**Your instructions:**
Search the listing below for the word "class" and return each line that contains it.

Entries shown Block Start

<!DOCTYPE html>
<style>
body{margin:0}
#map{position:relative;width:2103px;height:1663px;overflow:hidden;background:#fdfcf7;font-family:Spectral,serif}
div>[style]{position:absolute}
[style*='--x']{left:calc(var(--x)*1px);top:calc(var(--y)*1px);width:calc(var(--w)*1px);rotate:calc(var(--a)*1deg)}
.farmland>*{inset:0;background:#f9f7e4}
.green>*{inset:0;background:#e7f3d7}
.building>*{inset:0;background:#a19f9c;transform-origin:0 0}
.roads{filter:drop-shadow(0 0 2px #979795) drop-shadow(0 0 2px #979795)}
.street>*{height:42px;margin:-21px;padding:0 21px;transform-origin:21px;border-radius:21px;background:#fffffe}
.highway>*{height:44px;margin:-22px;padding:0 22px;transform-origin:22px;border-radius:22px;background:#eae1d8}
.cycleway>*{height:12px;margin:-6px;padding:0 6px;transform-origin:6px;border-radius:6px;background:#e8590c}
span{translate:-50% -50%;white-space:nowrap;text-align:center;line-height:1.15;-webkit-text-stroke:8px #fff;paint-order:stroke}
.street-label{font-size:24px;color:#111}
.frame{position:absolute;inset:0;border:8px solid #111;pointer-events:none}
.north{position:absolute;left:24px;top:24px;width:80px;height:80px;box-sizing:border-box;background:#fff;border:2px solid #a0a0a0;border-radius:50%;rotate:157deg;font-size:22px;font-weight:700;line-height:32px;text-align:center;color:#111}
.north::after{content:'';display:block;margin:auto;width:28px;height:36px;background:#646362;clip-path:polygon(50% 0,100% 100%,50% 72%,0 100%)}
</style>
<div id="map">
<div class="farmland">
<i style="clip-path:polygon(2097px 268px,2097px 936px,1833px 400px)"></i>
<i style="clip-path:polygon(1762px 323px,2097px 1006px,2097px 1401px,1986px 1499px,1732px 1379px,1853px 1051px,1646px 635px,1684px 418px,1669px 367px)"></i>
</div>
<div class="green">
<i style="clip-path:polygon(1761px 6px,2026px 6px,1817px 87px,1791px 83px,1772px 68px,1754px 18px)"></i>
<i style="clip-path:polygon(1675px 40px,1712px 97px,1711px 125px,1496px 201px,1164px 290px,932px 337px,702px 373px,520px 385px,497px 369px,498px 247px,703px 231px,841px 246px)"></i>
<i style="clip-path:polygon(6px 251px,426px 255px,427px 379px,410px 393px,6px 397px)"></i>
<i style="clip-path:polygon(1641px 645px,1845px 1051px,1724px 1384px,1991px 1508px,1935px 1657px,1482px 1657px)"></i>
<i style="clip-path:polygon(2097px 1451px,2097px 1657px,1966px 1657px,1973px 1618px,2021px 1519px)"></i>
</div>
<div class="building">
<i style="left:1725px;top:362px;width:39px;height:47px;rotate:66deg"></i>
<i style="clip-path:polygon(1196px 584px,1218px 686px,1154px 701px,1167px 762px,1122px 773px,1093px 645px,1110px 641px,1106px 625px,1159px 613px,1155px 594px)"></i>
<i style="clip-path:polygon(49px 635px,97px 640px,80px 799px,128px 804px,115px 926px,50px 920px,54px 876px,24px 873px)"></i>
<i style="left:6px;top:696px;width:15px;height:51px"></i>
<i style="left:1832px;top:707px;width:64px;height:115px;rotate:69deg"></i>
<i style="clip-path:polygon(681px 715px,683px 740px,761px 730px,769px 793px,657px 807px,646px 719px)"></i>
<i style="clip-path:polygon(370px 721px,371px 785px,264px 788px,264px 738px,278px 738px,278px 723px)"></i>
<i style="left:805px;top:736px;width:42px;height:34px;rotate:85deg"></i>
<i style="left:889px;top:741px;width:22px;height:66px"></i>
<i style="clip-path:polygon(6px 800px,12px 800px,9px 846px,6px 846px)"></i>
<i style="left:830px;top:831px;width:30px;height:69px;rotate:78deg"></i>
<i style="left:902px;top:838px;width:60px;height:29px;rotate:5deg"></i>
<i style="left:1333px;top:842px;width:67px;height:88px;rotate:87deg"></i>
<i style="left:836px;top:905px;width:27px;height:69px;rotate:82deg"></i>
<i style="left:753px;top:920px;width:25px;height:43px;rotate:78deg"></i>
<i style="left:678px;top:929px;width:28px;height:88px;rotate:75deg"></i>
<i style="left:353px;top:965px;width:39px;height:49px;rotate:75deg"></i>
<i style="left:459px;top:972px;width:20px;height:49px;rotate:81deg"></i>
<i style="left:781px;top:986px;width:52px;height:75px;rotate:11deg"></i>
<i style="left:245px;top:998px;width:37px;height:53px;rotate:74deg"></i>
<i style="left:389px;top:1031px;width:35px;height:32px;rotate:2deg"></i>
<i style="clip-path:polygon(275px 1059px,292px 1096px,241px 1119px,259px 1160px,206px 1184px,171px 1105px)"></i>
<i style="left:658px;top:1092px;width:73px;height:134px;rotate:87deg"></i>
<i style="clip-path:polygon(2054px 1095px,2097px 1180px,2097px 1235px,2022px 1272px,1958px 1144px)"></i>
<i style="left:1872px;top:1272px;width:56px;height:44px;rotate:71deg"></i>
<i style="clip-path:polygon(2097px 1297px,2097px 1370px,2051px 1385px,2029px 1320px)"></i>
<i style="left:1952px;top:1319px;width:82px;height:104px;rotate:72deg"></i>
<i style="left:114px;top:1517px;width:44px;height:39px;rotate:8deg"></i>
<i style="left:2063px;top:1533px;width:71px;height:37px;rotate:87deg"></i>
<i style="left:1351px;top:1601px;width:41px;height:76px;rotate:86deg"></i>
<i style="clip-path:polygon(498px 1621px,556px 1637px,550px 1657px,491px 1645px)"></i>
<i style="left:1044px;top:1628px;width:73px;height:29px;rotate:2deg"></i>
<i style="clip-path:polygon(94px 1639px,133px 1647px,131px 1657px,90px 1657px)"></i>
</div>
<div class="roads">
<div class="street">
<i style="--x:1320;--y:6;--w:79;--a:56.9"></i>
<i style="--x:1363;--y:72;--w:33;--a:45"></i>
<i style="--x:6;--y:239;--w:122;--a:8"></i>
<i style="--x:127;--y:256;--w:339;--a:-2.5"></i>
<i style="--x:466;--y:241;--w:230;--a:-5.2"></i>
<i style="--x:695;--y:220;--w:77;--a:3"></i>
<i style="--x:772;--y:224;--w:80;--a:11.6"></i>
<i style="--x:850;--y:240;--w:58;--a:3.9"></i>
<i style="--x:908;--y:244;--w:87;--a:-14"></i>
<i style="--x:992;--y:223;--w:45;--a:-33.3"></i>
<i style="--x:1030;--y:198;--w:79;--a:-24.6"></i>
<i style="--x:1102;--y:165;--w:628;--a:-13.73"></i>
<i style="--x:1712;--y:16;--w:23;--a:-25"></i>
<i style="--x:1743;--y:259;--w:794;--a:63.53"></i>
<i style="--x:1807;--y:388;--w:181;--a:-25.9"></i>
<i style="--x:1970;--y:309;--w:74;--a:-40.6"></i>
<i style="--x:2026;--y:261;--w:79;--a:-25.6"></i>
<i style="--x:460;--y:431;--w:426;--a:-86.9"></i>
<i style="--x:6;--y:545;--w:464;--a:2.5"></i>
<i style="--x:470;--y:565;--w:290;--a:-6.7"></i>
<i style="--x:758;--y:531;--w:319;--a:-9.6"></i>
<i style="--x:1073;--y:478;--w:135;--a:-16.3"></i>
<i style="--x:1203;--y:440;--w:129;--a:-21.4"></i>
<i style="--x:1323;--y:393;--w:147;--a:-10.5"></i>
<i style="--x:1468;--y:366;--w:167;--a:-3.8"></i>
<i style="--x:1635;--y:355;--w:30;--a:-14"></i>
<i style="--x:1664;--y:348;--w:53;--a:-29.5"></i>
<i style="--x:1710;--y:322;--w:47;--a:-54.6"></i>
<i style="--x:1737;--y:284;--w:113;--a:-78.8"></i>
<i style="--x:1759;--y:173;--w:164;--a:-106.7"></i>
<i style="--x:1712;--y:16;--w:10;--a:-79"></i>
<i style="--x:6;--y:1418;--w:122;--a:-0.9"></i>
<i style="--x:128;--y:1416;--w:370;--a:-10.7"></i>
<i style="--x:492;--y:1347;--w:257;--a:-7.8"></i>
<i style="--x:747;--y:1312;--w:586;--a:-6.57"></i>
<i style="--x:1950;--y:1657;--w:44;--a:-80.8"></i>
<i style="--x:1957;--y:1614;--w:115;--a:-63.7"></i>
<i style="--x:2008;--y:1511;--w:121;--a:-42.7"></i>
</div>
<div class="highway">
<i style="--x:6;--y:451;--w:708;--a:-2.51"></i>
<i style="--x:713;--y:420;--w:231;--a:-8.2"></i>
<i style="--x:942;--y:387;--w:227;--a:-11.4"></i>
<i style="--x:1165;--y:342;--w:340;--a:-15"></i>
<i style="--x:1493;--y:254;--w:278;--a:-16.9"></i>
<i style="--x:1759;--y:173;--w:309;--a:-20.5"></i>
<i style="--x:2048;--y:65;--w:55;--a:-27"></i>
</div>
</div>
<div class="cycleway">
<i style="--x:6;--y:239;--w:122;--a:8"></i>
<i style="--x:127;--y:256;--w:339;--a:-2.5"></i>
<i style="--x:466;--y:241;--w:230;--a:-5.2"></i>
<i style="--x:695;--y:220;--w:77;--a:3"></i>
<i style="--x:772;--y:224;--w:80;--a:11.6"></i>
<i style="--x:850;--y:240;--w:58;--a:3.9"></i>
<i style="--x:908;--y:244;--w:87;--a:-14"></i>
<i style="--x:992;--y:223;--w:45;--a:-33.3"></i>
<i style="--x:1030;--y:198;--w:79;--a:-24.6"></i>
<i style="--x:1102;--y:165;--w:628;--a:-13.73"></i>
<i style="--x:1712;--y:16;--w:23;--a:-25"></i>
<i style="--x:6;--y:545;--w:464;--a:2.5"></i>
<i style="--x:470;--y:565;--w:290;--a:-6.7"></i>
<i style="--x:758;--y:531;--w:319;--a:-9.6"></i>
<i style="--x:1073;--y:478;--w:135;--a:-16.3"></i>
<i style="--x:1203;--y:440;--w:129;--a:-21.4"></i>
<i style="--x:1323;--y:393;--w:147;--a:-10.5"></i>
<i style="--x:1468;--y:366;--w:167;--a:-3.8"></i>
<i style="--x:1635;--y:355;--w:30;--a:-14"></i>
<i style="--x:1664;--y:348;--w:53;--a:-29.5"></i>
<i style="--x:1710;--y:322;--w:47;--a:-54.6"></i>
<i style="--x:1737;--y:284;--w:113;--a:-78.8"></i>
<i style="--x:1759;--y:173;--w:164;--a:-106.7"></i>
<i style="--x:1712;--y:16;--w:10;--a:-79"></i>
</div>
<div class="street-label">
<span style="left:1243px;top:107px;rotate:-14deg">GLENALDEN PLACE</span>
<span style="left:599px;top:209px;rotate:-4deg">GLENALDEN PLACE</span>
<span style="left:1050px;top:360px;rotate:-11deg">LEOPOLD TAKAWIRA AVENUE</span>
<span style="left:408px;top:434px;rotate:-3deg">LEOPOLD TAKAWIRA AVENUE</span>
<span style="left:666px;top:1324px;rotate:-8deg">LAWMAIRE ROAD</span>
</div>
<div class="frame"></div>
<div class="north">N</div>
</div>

Entries shown Block End

**Response:**
<div class="farmland">
<div class="green">
<div class="building">
<div class="roads">
<div class="street">
<div class="highway">
<div class="cycleway">
<div class="street-label">
<div class="frame"></div>
<div class="north">N</div>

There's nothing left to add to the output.